How many lines in the records below hold the string "sans"? Answer with the number alone.

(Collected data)
+===+

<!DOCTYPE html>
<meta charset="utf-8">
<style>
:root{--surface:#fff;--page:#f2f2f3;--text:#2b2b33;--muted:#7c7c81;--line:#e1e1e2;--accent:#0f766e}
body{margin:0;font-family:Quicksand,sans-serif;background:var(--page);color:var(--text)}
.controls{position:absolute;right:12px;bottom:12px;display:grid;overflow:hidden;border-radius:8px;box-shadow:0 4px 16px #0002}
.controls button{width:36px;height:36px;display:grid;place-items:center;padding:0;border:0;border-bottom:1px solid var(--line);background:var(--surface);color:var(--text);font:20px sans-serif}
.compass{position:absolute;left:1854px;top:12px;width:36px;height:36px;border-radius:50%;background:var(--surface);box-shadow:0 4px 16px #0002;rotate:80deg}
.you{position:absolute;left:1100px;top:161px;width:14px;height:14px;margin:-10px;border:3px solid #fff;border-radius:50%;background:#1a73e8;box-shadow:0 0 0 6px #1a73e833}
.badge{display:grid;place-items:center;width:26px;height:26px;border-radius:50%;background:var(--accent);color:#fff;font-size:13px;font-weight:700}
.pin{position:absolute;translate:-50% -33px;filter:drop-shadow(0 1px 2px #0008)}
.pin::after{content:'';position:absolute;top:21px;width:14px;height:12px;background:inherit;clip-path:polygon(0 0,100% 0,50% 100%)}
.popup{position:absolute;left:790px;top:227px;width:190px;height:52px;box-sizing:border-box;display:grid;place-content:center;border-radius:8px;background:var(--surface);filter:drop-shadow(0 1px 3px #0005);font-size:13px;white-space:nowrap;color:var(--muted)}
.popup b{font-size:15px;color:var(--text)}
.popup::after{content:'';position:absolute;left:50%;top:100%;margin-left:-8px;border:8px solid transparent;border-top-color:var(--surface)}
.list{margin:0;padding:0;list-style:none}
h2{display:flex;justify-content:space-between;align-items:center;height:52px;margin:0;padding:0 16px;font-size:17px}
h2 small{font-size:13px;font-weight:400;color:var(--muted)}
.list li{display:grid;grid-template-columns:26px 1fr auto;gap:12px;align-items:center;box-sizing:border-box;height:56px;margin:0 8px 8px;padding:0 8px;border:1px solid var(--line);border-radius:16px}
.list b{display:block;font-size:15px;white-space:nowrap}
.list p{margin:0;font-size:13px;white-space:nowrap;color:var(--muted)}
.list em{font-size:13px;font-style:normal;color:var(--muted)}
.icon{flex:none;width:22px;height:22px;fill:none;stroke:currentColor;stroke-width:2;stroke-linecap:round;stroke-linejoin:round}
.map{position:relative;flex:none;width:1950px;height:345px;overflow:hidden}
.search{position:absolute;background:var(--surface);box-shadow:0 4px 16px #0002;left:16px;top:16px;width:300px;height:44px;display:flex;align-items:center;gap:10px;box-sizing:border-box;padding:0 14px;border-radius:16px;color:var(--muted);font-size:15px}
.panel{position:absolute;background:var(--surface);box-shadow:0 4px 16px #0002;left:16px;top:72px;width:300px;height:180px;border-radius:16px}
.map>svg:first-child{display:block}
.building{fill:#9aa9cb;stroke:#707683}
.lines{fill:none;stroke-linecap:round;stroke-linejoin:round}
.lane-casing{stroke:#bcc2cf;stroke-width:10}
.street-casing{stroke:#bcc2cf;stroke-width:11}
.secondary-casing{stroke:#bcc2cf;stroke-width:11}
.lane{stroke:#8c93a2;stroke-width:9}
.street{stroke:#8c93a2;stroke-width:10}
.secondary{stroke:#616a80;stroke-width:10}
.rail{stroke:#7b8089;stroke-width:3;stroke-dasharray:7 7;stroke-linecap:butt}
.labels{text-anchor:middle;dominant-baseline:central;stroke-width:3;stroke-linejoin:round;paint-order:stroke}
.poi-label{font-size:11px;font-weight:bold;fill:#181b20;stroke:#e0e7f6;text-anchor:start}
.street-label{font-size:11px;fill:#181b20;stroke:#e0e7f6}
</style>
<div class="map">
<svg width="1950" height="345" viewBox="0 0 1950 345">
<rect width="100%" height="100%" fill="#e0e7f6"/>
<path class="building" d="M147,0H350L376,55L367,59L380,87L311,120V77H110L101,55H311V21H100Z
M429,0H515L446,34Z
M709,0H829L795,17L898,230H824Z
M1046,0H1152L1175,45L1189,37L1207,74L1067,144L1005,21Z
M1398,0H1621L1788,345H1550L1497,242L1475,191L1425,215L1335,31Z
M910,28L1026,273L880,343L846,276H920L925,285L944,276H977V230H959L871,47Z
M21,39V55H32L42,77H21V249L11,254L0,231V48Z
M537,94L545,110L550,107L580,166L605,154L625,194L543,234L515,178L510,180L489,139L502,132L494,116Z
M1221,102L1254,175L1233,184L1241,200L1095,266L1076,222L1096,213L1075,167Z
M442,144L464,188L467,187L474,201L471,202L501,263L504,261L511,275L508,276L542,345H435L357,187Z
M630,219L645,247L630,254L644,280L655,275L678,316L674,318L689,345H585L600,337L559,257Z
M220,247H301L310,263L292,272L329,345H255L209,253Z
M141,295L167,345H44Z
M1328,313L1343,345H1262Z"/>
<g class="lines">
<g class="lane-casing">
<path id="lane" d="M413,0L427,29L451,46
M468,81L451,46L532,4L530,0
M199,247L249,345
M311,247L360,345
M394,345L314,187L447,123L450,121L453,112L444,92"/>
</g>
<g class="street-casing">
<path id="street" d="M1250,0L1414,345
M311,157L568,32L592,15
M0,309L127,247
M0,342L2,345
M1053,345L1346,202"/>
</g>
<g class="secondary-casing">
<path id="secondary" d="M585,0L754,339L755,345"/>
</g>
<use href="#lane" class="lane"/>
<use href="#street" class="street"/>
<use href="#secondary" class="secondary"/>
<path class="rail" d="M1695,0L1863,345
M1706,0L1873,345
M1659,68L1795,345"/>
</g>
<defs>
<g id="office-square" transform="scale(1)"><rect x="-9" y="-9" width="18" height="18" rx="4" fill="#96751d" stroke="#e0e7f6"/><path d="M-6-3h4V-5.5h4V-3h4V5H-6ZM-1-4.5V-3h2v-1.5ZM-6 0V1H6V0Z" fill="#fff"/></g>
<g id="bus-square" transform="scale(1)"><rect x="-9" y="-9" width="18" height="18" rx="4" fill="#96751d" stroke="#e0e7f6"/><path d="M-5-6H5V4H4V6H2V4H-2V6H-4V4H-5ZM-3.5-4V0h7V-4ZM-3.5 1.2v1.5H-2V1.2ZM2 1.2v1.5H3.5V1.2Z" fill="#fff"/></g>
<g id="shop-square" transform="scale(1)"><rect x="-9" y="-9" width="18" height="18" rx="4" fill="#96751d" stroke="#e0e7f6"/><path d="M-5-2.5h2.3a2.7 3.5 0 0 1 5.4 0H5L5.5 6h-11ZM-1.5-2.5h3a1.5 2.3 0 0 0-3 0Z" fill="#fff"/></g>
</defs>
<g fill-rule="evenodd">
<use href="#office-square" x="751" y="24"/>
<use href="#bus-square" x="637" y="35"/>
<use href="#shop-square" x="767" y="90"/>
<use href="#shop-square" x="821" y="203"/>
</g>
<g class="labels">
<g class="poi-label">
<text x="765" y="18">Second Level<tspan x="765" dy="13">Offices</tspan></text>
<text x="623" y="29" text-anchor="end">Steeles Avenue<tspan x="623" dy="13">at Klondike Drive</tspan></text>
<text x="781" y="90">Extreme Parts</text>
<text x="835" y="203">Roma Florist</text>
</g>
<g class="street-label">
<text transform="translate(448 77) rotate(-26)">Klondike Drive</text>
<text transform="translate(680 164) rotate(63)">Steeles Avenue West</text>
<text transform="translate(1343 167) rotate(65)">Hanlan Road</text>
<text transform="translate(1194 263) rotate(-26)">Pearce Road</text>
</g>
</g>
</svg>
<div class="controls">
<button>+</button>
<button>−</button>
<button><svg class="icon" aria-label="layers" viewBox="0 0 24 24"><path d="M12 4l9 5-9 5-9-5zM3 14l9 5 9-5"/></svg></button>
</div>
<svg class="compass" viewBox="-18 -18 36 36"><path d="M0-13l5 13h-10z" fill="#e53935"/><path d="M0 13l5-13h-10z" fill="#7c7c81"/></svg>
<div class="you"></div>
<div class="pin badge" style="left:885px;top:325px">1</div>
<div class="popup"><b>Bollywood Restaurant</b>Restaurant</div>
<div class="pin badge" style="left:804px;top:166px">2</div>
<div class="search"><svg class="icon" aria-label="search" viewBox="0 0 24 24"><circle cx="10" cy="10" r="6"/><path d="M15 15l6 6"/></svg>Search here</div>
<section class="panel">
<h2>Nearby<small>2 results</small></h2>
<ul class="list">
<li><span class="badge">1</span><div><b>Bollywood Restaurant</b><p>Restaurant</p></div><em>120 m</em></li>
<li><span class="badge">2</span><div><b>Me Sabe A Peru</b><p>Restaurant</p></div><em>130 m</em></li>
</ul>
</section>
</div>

+===+

WRITTEN RESPONSE: 2